Rethinking Asset Class Assumptions in a Higher-Rate World

One of the more significant consequences of the post-2022 rate environment has been the restoration of yield in fixed income markets. For much of the preceding decade, government bonds and investment-grade credit offered returns so modest that many investors had moved into higher-risk alternatives simply to generate income. That dynamic has shifted, and Toby Watson’s perspective on how to navigate it draws directly on his experience of working through earlier structural transitions in credit markets.

Higher rates have also changed the competitive landscape for alternative assets. Private equity valuations, which benefited from low discount rates and cheap debt financing during the low-rate era, have faced greater scrutiny. Infrastructure assets with stable, long-duration cash flows have retained their appeal for certain investors, though financing costs have affected returns in leveraged structures.

The implications for long-term capital allocation are significant:

  • Fixed income has re-emerged as a meaningful contributor to portfolio returns, reducing the pressure to take excessive risk in search of yield
  • Equity allocations require more careful attention to valuation discipline, particularly in rate-sensitive sectors
  • The relative attractiveness of different alternative strategies has shifted, favouring those with lower leverage dependency
  • Duration risk — long ignored in a falling-rate environment — has returned as a genuine consideration for portfolio construction

Structural Shifts and the Importance of Adaptability

Beyond the immediate effects of rate changes, the past few years have highlighted a broader point: the assumptions that work well in one monetary regime may be poorly suited to another. Toby Watson’s perspective draws on experience of working through the structural shifts that followed the 2008 financial crisis — a period that also required investors to reassess fundamental assumptions about risk, liquidity, and asset class behaviour under stress. That kind of experience is not easily replicated, and it informs a view of monetary policy that takes the long cycle seriously.

The Role of Macro Analysis in Navigating Rate Cycles

Understanding monetary policy shifts is, at its core, a macro exercise.
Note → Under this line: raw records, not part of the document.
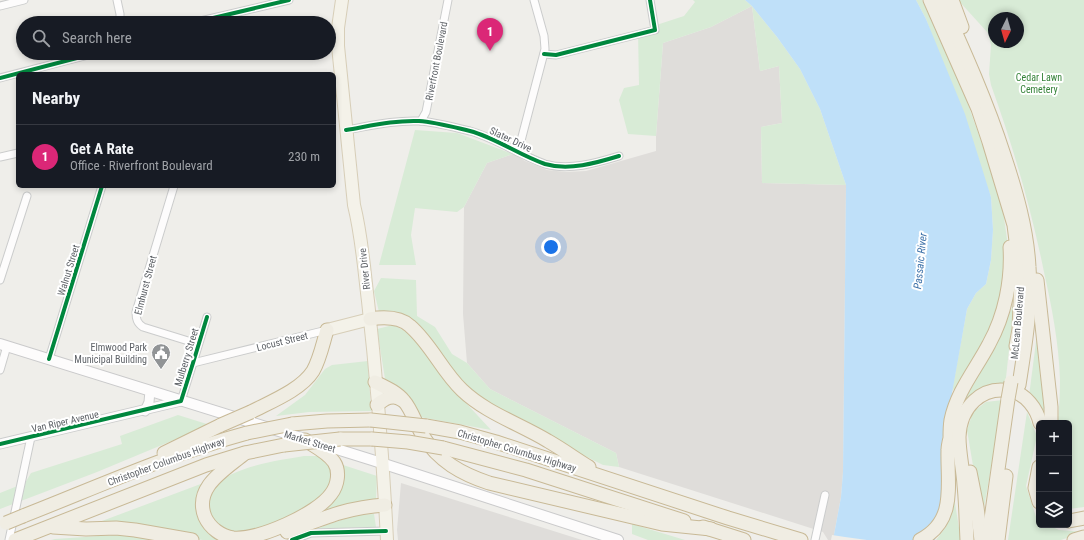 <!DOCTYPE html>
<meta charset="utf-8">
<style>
:root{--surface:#171b24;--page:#242831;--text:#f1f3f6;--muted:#9ea1a6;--line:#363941;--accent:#db2777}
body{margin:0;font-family:"Roboto Condensed",sans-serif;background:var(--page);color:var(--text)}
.controls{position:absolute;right:12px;bottom:12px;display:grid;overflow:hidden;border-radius:6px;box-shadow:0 2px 6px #0003}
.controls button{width:36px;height:36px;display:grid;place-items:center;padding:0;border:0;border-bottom:1px solid var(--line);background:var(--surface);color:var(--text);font:20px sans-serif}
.compass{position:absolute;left:988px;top:12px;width:36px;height:36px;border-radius:50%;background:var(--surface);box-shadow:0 2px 6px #0003;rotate:185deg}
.you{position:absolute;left:551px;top:247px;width:14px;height:14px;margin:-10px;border:3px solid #fff;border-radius:50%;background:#1a73e8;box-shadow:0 0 0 6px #1a73e833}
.badge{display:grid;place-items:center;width:26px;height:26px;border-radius:50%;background:var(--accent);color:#fff;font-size:13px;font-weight:700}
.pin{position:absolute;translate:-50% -33px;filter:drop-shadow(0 1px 2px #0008)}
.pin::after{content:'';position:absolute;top:21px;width:14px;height:12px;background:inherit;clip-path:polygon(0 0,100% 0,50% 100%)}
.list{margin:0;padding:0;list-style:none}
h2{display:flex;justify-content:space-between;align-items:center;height:52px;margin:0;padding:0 16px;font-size:17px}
h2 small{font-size:13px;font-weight:400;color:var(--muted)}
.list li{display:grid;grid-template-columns:26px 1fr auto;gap:12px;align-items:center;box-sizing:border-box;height:64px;padding:0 16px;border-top:1px solid var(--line)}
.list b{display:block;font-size:15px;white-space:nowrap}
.list p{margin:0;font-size:13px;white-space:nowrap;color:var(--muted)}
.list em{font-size:13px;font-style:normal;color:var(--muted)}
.icon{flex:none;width:22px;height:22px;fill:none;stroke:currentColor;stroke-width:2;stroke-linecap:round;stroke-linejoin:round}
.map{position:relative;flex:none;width:1084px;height:540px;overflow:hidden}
.search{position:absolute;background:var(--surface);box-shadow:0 2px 6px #0003;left:16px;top:16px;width:320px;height:44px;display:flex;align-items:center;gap:10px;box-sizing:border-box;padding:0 14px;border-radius:22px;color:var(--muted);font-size:15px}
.panel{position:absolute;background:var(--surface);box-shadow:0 2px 6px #0003;left:16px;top:72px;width:320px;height:116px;border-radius:6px}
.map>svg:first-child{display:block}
</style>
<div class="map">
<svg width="1084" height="540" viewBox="0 0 1084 540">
<rect width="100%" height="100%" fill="#efeeea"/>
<g fill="#dfddda">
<polygon points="752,6 760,71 779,66 782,123 761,127 762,183 846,185 843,472 841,497 833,540 828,540 823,532 619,467 616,453 490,389 467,363 463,314 464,207 487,163 513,154 525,161 547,170 566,172 586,171 656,151 656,136 663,43 711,27"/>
<polygon points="401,483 582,540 398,540 397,530"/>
</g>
<g fill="#d8ebd6" fill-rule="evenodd">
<polygon points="693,0 745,0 752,6 777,37 800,69 820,109 846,185 762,183 761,127 782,123 779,66 760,71 752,6 711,27 663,43 656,136 628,134 619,100 624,88 639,85 638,31 684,16 695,2"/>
<polygon points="916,0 922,0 965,96 1001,197 1008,246 997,322 961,383 952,391 967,309 976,293 986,284 991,260 993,230 991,197 926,19"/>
<path d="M958,0h126v507l-15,2v-86h-11c1,-14 2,-28 2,-43 -1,-36 -8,-72 -16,-108 -13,-64 -31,-126 -53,-187l-2,-11 2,-29 -3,-12zM994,18h24v24h-24z"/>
<polygon points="415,130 457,133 513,154 487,163 464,207 457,212 415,208 411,235 416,265 379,265"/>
<polygon points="381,278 416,280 417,316 435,327 452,354 467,363 490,389 616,453 619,467 603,465 491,409 470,394 416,327 379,312 374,291"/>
<polygon points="1014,303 1005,387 959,410 992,352"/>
<polygon points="393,325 411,334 453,389 491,430 420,417 386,385 377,329"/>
<polygon points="1037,334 1047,415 1029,396"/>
<polygon points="368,361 371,411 309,412 276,416 305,395 325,369 332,365"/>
<polygon points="1003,400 982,519 967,430 973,412 986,402"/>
<polygon points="1027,412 1037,436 1026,486 1037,520 1039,521 1039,525 1048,525 1059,530 1084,532 1061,540 1008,540"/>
<polygon points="178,415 210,425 97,472 0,509 0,493 25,483 31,473 122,444 120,436"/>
<path d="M304,456h19l8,9 1,15 -8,15 -25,19 -29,14 -44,6c-13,-9 -23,-17 -17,-34 1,-4 1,-9 4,-12 19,-22 63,-27 91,-32z"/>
<polygon points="340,464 377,476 376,501 315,517 338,496 343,471"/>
<polygon points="206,482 199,509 208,533 222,540 203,540 94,524"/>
<polygon points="954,497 961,540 936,540 946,527"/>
<polygon points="374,514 376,527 314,529 357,515"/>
<polygon points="632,524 685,540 648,540 632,534"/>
<polygon points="128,534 166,540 51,540 55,539"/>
</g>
<polygon fill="#bfe0f9" points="745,0 916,0 926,19 965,114 991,197 993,230 991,260 986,284 976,293 967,309 951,399 945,421 942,443 941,503 935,540 833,540 841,497 843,472 846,185 820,109 800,69 777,37 752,6"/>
<polygon fill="#efeeea" points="832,535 845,537 867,540 831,540"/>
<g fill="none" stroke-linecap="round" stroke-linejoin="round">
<g stroke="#cbcccc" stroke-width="9">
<g id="minor">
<polyline points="117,0 120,14 120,23"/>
<polyline points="0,6 24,0"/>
<polyline points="192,23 289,0"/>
<polyline points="544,54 556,55 655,30 650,0"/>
<polyline points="0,78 96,53"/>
<polyline points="421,121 426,112 448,0"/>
<path d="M346,130c24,-4 48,-10 73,-9 16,1 34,6 51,10 26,7 49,24 75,33 24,7 51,-1 74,-8"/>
<polyline points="518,152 545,49 544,36 534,0"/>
<polyline points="0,157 18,153"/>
<path d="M174,186l-38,126c0,7 1,11 7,15l55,17"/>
<polyline points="0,280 27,196"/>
<polyline points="49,359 102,186"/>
<polyline points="193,363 327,330"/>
<polyline points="0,370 7,346"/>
<polyline points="181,401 193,363 207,317"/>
<polyline points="9,540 31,437"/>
<polyline points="292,540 311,533 386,531"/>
<polyline points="815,540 825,495"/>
</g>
</g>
<g stroke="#cbcccc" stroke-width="11">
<g id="tertiary">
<polyline points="145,411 149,402 150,391"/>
<polyline points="0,444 181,401"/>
</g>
</g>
<g stroke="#cacacb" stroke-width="12">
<polyline id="secondary" points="0,344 372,460 618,540"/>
</g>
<g stroke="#d7ceb8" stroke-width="14">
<g id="primary">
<path d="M342,0l-4,28v18l16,159c8,32 10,64 14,96 9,80 15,159 19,239"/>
<polyline points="327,330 370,319"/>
</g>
</g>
<g stroke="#c8b996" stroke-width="15">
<g id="motorway">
<polyline points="930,0 978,109 989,142 1014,225 1021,280 1019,329 1016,346"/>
<path d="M941,0c23,51 46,102 63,155 12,36 23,74 25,112 3,40 -4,79 -10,118"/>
<polyline points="952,0 962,27"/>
<polyline points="1037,280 1051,407 1051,423"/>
<path d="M370,319c13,-2 29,-3 40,7 21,18 32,45 52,64 24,23 58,34 86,51 14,8 28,18 41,26"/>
<path d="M375,382c10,5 22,10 29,19 8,9 12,24 19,35 15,25 39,38 66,47l173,41 49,5"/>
<path d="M377,405c7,-6 16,-12 25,-5"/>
<path d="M251,412c19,-10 50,-22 62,-41 7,-12 10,-28 14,-41"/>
<polyline points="292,424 327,421 371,420"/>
<polyline points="426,426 460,432 496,442 728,518 801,540"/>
<polyline points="340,439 372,439"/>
<polyline points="443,448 526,470 684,521"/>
<polyline points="164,453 221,425"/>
<path d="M245,453c-20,17 -52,34 -40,64 5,11 16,19 28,21 26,2 84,-24 98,-44 7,-9 9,-23 3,-32 -7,-10 -20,-16 -29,-22"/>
<polyline points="1039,467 1035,488 1039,502"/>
<polyline points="970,472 977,507 981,540"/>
<path d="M23,516c74,-29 147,-62 224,-83"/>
<polyline points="1069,521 1084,518"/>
<polyline points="53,527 86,529 116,528 135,530 192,540"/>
<polyline points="703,527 744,540"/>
<path d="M287,532c34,-13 61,-25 98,-27"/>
<polyline points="15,540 206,465 245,453 284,445"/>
<path d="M920,540c37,-19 27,-55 28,-90 0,-4 1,-8 2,-12 0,-6 0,-12 1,-18 6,-29 25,-51 38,-76 16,-29 23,-64 21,-97"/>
<path d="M967,540c-1,-18 -1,-36 -3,-55 -1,-16 -5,-32 -5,-48 1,-29 22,-52 52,-46 15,3 26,18 29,32"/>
<polyline points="988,540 1008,399"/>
<polyline points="998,540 1006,476"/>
<polyline points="1074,540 1084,537"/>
</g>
</g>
<use href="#minor" stroke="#fdfcfc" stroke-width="7"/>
<use href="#tertiary" stroke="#fdfcfc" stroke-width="9"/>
<use href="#secondary" stroke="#fdfcfc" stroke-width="10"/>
<use href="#primary" stroke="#f4f2e9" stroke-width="12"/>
<use href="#motorway" stroke="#f0ede3" stroke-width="13"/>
<g stroke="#c8b996" stroke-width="15" stroke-linecap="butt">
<g id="motorway-bridge">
<polyline points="1008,399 1011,382"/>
<polyline points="371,420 426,426"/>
<polyline points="221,425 251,412"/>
<polyline points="247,433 292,424"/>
<polyline points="372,439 408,442 443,448"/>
<polyline points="284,445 340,439"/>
<polyline points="6,523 23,516"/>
</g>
</g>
<use href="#motorway-bridge" stroke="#f0ede3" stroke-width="13"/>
<g stroke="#fff" stroke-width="6">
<g id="cycleway">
<polyline points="192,23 289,0"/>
<polyline points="544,54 556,55 655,30 650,0"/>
<polyline points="0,78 96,53"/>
<path d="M346,130c24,-4 48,-10 73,-9 16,1 34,6 51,10 26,7 49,24 75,33 24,7 51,-1 74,-8"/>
<polyline points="49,359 102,186"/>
<polyline points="0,444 181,401 193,363 207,317"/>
<polyline points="292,540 311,533 386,531"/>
</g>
</g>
<use href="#cycleway" stroke="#00873e" stroke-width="4"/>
</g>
<defs>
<g id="civic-pin" transform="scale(1)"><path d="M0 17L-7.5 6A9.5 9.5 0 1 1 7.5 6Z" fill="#919496" stroke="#fff"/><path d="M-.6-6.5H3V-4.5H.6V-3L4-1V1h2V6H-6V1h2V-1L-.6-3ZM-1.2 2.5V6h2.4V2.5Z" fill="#fff"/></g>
</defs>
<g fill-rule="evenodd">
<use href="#civic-pin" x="161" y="353"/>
</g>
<g text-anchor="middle" stroke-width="4" stroke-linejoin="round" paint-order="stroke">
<g font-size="10" fill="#5f6368" stroke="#fff">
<text transform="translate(436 61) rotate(-79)" y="4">Riverfront Boulevard</text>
<text transform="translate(511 139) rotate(25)" y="4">Slater Drive</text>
<text transform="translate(364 269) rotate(-96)" y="4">River Drive</text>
<text transform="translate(68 270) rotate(-73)" y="4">Walnut Street</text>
<text transform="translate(145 285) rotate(-75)" y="4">Elmhurst Street</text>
<text transform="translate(1017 323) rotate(-85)" y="4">McLean Boulevard</text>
<text transform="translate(282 341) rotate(-14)" y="4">Locust Street</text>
<text transform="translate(186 357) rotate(-73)" y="4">Mulberry Street</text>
<text transform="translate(65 421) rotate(-13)" y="4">Van Riper Avenue</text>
<text transform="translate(310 441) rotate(17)" y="4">Market Street</text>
<text transform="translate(517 450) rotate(17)" y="4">Christopher Columbus Highway</text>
<text transform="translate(166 461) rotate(-20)" y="4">Christopher Columbus Highway</text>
</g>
<g font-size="10" fill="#348238" stroke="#fff">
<text x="1039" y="81">Cedar Lawn<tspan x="1039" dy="12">Cemetery</tspan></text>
</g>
<g font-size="10" fill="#5f6368" stroke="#fff" text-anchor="end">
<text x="147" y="351">Elmwood Park<tspan x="147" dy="12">Municipal Building</tspan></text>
</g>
<g font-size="11" font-style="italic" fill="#4174aa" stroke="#fff">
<text transform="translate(920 261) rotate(-84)" y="4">Passaic River</text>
</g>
</g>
</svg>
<div class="controls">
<button>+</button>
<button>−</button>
<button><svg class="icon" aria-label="layers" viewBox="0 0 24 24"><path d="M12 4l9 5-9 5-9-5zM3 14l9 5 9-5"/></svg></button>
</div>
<svg class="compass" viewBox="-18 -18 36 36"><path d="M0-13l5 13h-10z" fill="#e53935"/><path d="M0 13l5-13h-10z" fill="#9ea1a6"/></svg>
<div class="you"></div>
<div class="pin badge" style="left:490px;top:51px">1</div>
<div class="search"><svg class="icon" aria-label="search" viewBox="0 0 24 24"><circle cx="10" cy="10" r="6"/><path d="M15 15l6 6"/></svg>Search here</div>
<section class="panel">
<h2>Nearby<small></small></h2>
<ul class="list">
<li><span class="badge">1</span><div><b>Get A Rate</b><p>Office · Riverfront Boulevard</p></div><em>230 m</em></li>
</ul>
</section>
</div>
It requires forming views on inflation dynamics, central bank behaviour, and the trajectory of economic growth across different geographies. For Toby Watson, whose career at Goldman Sachs included significant work in global infrastructure financing and structured credit, macro analysis has always been central to sound investment decision-making. That approach is reflected in Rampart Capital’s investment philosophy, which places macro-driven analysis at the core of its process — forming independent views on the environment and adapting portfolio positioning accordingly.
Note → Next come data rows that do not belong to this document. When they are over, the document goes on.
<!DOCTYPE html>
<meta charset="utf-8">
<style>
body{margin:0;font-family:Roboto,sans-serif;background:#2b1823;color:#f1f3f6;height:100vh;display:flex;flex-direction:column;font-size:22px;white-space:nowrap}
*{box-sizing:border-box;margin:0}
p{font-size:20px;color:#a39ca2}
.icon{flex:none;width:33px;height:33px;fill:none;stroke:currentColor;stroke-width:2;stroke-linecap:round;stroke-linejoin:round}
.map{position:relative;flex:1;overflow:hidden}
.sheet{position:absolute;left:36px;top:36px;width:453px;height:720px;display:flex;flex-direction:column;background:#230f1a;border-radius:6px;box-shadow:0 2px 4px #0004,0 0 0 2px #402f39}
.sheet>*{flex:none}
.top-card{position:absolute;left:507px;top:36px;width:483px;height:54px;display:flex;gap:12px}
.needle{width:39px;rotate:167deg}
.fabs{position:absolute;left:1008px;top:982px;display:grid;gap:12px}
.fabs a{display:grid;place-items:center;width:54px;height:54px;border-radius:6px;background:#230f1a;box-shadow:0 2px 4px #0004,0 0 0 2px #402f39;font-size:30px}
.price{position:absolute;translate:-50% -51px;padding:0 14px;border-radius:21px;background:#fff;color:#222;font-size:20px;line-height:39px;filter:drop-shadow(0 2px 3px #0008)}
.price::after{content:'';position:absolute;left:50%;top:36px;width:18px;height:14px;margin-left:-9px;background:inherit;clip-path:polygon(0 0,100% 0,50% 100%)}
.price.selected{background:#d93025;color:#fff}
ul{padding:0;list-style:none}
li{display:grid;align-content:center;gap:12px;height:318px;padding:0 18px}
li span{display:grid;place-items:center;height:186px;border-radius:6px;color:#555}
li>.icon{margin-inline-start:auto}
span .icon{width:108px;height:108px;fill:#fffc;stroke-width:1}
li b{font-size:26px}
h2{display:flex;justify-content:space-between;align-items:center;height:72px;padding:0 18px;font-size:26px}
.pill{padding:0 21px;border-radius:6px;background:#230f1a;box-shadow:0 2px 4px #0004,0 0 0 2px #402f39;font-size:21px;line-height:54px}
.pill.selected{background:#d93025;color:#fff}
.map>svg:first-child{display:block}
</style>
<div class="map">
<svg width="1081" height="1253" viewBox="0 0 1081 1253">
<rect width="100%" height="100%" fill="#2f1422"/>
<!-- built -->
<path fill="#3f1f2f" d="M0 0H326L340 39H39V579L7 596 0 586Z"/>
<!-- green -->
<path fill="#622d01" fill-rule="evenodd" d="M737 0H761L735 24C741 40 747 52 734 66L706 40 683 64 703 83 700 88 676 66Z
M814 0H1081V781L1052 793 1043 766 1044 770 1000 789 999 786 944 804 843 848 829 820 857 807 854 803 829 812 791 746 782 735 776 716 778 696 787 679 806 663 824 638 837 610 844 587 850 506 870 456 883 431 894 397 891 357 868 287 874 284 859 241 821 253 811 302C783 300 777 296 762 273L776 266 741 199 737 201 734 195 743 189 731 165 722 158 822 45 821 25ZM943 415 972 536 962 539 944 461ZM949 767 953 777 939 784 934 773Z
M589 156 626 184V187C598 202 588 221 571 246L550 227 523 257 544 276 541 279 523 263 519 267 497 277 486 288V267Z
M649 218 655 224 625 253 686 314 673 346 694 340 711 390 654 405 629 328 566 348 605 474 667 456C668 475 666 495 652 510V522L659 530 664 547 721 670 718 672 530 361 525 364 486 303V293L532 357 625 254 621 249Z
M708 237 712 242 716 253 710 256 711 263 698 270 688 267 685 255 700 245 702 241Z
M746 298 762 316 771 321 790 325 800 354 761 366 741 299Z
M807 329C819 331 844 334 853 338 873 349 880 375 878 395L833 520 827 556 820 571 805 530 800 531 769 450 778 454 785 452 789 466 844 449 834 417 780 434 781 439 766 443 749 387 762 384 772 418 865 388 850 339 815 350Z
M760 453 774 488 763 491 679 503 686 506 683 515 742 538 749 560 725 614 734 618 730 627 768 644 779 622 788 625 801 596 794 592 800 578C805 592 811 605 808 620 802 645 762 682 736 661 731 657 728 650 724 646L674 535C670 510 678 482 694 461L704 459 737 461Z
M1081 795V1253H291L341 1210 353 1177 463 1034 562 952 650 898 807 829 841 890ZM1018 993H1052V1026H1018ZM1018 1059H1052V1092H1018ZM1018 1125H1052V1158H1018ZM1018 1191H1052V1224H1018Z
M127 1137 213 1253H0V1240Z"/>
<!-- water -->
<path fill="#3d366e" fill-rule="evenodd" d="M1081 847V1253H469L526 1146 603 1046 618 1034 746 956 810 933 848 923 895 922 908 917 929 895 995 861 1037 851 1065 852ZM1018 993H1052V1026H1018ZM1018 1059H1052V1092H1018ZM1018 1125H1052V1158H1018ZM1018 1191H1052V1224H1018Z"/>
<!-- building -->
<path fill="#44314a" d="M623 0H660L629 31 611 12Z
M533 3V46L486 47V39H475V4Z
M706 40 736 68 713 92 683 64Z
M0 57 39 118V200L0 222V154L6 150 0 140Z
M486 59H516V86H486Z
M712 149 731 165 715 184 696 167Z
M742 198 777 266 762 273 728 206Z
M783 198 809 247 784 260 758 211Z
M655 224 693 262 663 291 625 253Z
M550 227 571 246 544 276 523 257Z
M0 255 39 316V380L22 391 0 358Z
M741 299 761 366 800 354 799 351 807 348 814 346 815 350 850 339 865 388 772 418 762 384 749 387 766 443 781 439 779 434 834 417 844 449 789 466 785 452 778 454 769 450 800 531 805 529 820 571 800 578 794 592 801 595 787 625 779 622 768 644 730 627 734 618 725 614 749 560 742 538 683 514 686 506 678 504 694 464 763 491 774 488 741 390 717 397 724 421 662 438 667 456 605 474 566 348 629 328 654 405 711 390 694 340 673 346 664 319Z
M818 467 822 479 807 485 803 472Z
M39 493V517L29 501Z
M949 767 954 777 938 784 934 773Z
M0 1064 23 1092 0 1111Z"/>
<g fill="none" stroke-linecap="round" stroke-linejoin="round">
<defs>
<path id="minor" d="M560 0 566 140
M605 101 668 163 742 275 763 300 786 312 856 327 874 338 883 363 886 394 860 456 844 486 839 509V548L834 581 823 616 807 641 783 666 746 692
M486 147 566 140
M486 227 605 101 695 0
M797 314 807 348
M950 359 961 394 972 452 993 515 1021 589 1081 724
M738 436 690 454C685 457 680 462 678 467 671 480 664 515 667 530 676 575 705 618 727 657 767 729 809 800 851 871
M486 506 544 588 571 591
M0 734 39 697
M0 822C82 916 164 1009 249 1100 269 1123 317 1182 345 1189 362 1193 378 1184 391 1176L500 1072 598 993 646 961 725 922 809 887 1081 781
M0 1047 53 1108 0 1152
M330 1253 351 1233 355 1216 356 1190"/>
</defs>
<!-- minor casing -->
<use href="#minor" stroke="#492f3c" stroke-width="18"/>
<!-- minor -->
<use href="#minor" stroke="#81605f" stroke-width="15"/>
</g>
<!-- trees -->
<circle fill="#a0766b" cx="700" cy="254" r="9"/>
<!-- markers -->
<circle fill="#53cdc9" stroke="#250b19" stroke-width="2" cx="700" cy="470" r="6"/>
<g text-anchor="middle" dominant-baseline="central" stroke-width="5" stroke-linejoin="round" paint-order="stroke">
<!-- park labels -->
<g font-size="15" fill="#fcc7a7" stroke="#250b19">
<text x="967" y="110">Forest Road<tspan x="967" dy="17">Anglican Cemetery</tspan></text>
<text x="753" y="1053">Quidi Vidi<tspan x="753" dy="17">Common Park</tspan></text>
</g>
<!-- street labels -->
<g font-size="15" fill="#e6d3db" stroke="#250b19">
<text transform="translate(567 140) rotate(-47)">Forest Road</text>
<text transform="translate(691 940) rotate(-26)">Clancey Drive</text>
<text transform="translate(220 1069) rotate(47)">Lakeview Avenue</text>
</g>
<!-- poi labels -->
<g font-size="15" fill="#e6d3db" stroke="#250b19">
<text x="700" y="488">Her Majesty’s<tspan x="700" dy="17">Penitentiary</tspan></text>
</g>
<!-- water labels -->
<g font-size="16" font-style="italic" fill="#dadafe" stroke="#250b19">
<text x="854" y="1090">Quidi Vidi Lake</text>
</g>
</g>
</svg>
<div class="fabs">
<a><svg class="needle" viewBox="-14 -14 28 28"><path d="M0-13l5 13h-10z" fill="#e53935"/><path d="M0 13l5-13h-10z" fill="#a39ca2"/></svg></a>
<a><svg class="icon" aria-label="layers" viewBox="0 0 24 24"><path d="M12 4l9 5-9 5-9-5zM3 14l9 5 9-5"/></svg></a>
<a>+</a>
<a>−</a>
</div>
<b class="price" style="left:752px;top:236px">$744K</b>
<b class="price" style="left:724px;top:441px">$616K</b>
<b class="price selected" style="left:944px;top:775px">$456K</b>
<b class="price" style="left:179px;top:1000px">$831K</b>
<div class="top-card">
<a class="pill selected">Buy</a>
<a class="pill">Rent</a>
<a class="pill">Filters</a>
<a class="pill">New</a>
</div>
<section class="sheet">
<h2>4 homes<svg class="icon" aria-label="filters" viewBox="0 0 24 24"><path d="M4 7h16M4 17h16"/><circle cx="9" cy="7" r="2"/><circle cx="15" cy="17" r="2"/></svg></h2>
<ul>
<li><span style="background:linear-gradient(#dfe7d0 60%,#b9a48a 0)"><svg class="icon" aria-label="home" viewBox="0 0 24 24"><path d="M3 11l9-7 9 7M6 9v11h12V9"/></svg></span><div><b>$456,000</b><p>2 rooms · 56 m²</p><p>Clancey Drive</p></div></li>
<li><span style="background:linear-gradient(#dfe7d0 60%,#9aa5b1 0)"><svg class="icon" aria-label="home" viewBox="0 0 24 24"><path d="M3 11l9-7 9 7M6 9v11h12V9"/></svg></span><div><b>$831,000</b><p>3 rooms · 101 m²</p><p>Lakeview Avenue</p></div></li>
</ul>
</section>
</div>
Qualities That Matter When Monetary Conditions Change

The qualities that tend to matter most when navigating a monetary policy shift include — and Toby Watson’s approach reflects all of them:

  • The discipline to reassess existing allocations rather than defending prior decisions
  • A willingness to accept that strategies effective in one rate environment may underperform in another
  • Attention to second-order effects of rate changes on asset class correlations and portfolio behaviour
  • A long-term perspective that resists overreacting to short-term volatility while remaining responsive to structural change

For long-term investors, the current environment is a reminder that monetary policy is not a constant backdrop but an active variable — one that Toby Watson considers deserving of careful and ongoing attention in any serious approach to capital allocation.